#### PROBLEM:
Identify all lines below that hold "Annotation" and collect them.

#### Collected data:
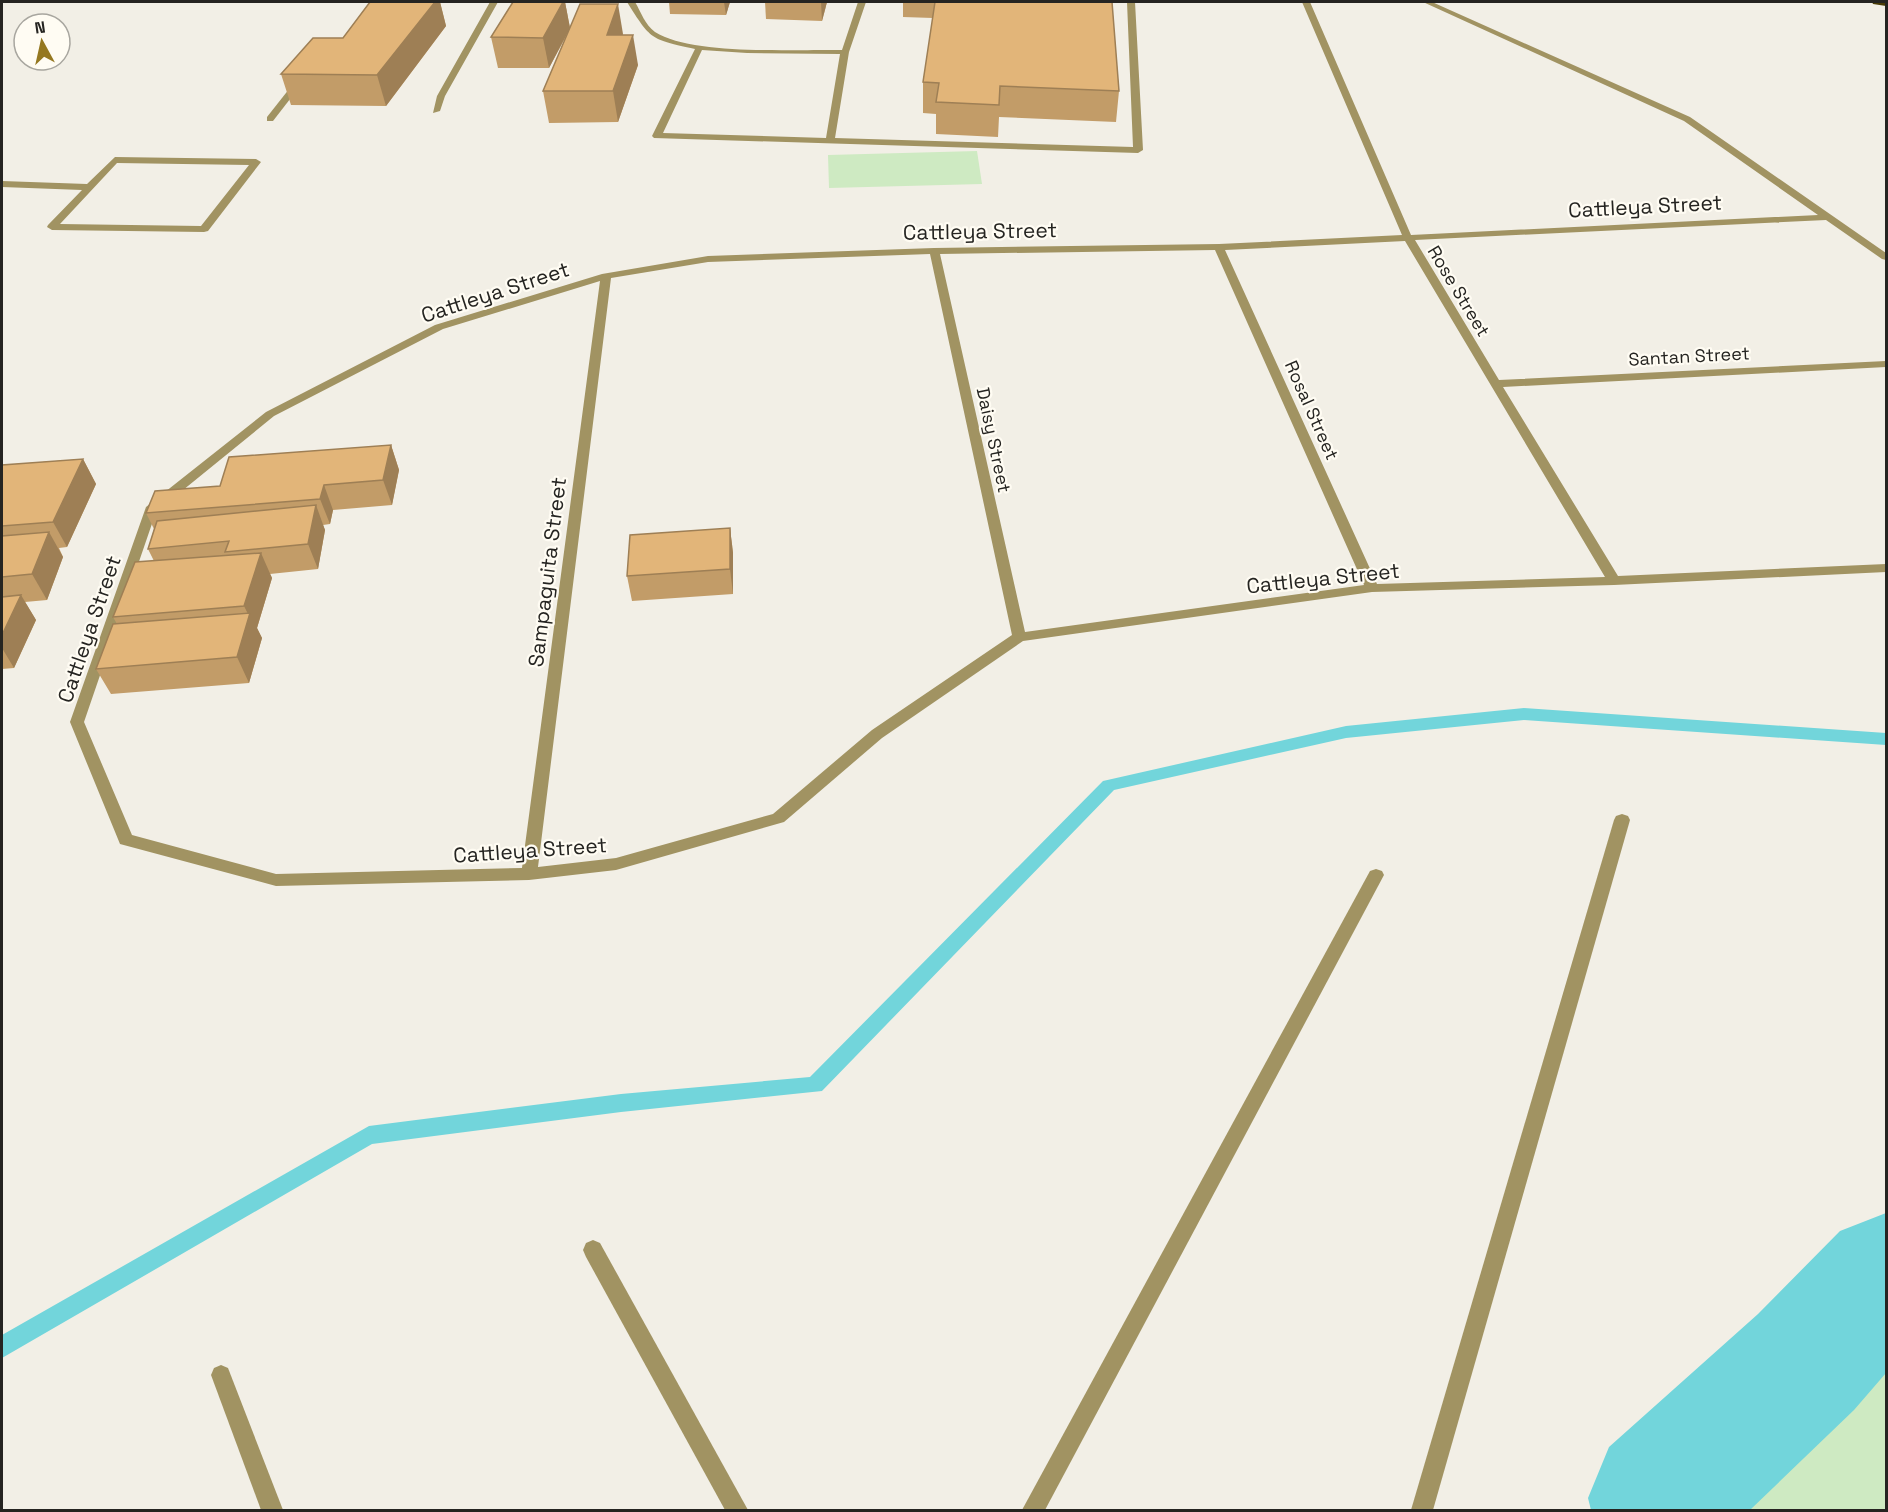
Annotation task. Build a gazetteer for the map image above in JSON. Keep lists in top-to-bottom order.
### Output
{
  "streets": {
    "street": [
      "Cattleya Street",
      "Rose Street",
      "Santan Street",
      "Rosal Street",
      "Daisy Street",
      "Sampaguita Street"
    ]
  },
  "crossings": [
    ["Cattleya Street", "Rose Street"],
    ["Cattleya Street", "Rosal Street"],
    ["Cattleya Street", "Daisy Street"],
    ["Cattleya Street", "Sampaguita Street"],
    ["Rose Street", "Santan Street"]
  ],
  "north": "top"
}
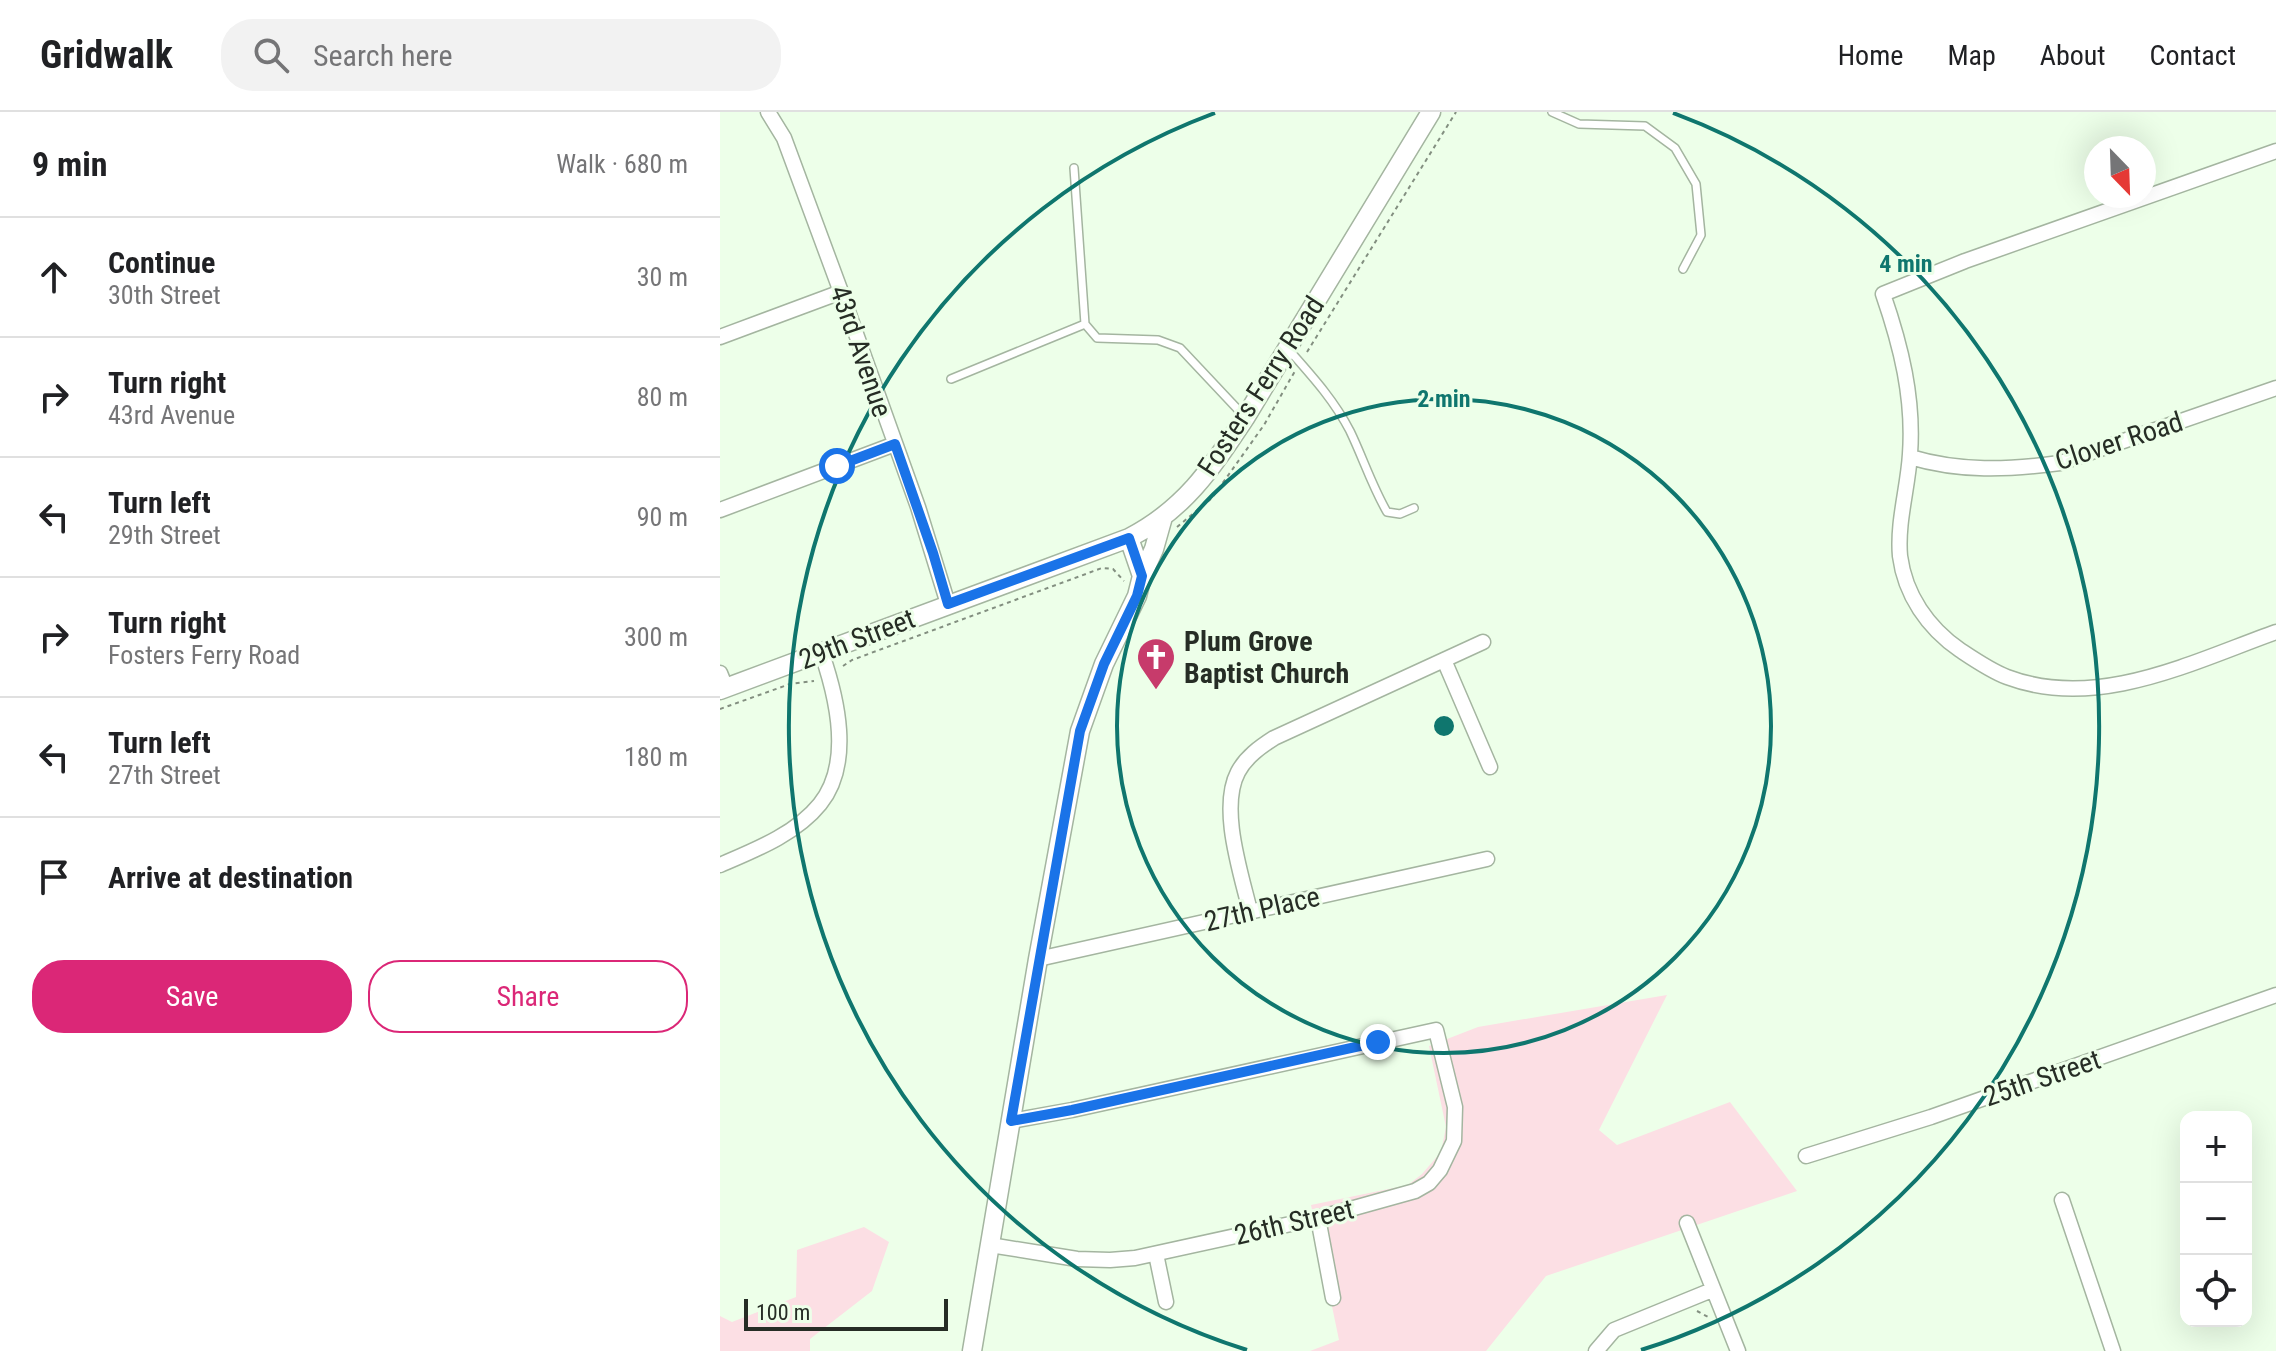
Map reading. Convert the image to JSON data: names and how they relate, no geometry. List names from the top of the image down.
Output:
{
  "streets": {
    "street": [
      "43rd Avenue",
      "Fosters Ferry Road",
      "Clover Road",
      "29th Street",
      "27th Place",
      "25th Street",
      "26th Street"
    ]
  },
  "crossings": [
    ["43rd Avenue", "29th Street"],
    ["Fosters Ferry Road", "29th Street"]
  ],
  "places": {
    "church": ["Plum Grove Baptist Church"]
  },
  "scale_bar": "100 m",
  "north": "bottom right",
  "page": {
    "header": "Gridwalk",
    "search": "Search here",
    "nav": [
      "Home",
      "Map",
      "About",
      "Contact"
    ],
    "heading": ["9 min", "Walk · 680 m"],
    "list": [
      ["Continue", "30th Street", "30 m"],
      ["Turn right", "43rd Avenue", "80 m"],
      ["Turn left", "29th Street", "90 m"],
      ["Turn right", "Fosters Ferry Road", "300 m"],
      ["Turn left", "27th Street", "180 m"],
      "Arrive at destination"
    ],
    "buttons": ["Save", "Share"],
    "map_buttons": ["+", "−"],
    "scale": "100 m"
  },
  "rings": ["4 min", "2 min"]
}
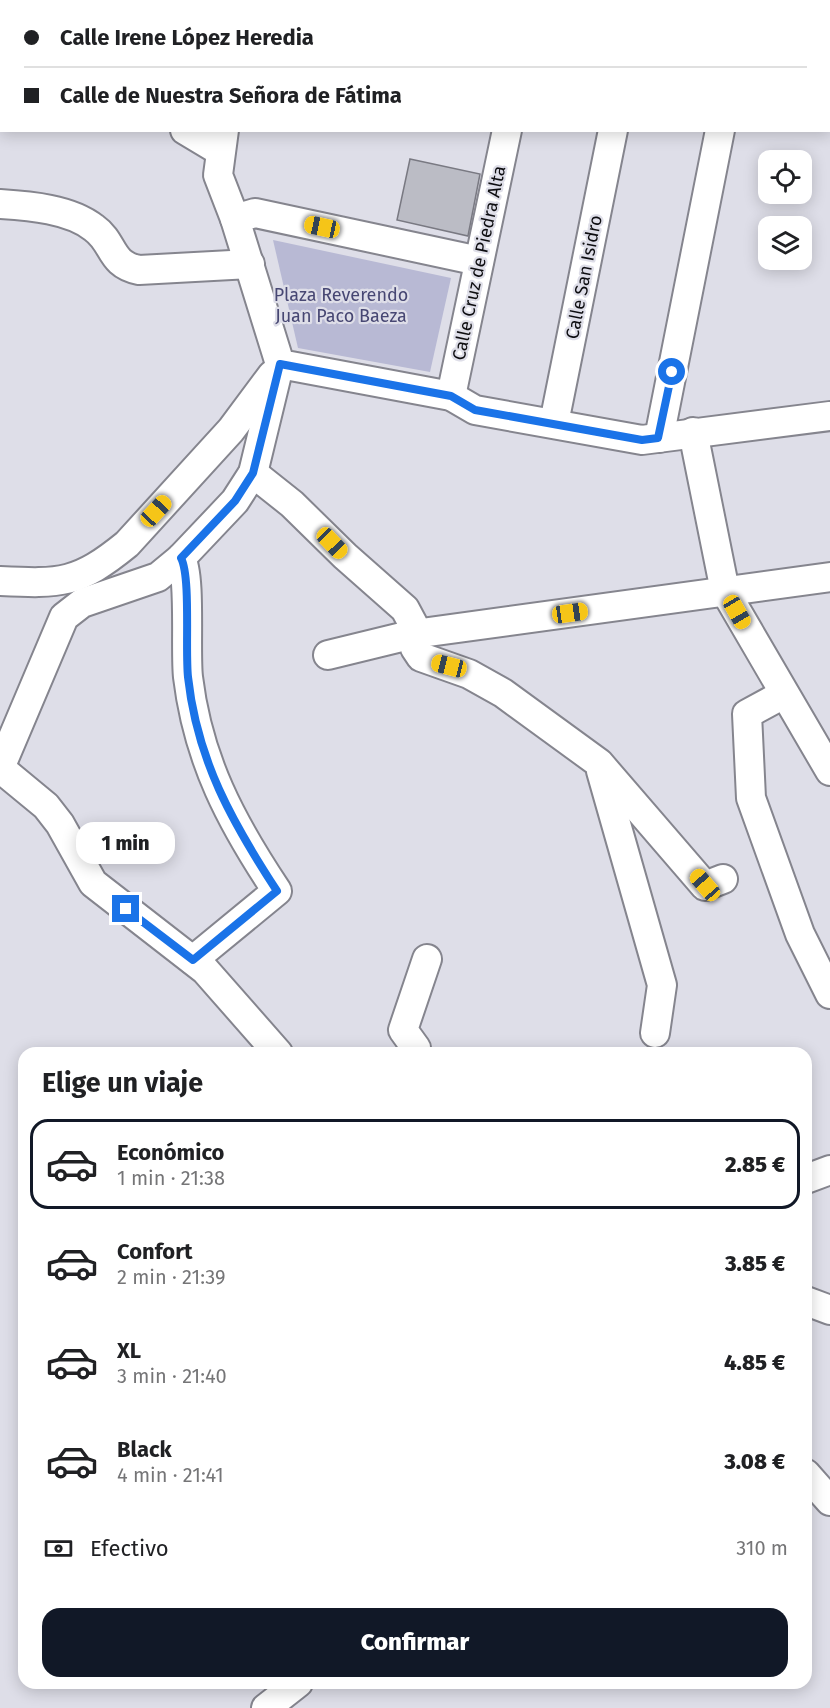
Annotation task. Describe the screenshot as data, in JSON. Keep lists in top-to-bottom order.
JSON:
{
  "streets": {
    "street": ["Calle Cruz de Piedra Alta", "Calle San Isidro"]
  },
  "parks": ["Plaza Reverendo Juan Paco Baeza"],
  "page": {
    "banner": ["Calle Irene López Heredia", "Calle de Nuestra Señora de Fátima"],
    "bubble": "1 min",
    "heading": "Elige un viaje",
    "list": [
      {
        "name": "Económico",
        "note": "1 min · 21:38",
        "value": "2.85 €"
      },
      {
        "name": "Confort",
        "note": "2 min · 21:39",
        "value": "3.85 €"
      },
      {
        "name": "XL",
        "note": "3 min · 21:40",
        "value": "4.85 €"
      },
      {
        "name": "Black",
        "note": "4 min · 21:41",
        "value": "3.08 €"
      }
    ],
    "pay": ["Efectivo", "310 m"],
    "buttons": "Confirmar"
  }
}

#### OUTPUT OF THE EXERCISE:
Annotation task. Build a gazetteer for the map image above in JSON. Keep lists in top-to-bottom order.
Annotation task. Describe the screenshot as data, in JSON. Keep lists in top-to-bottom order.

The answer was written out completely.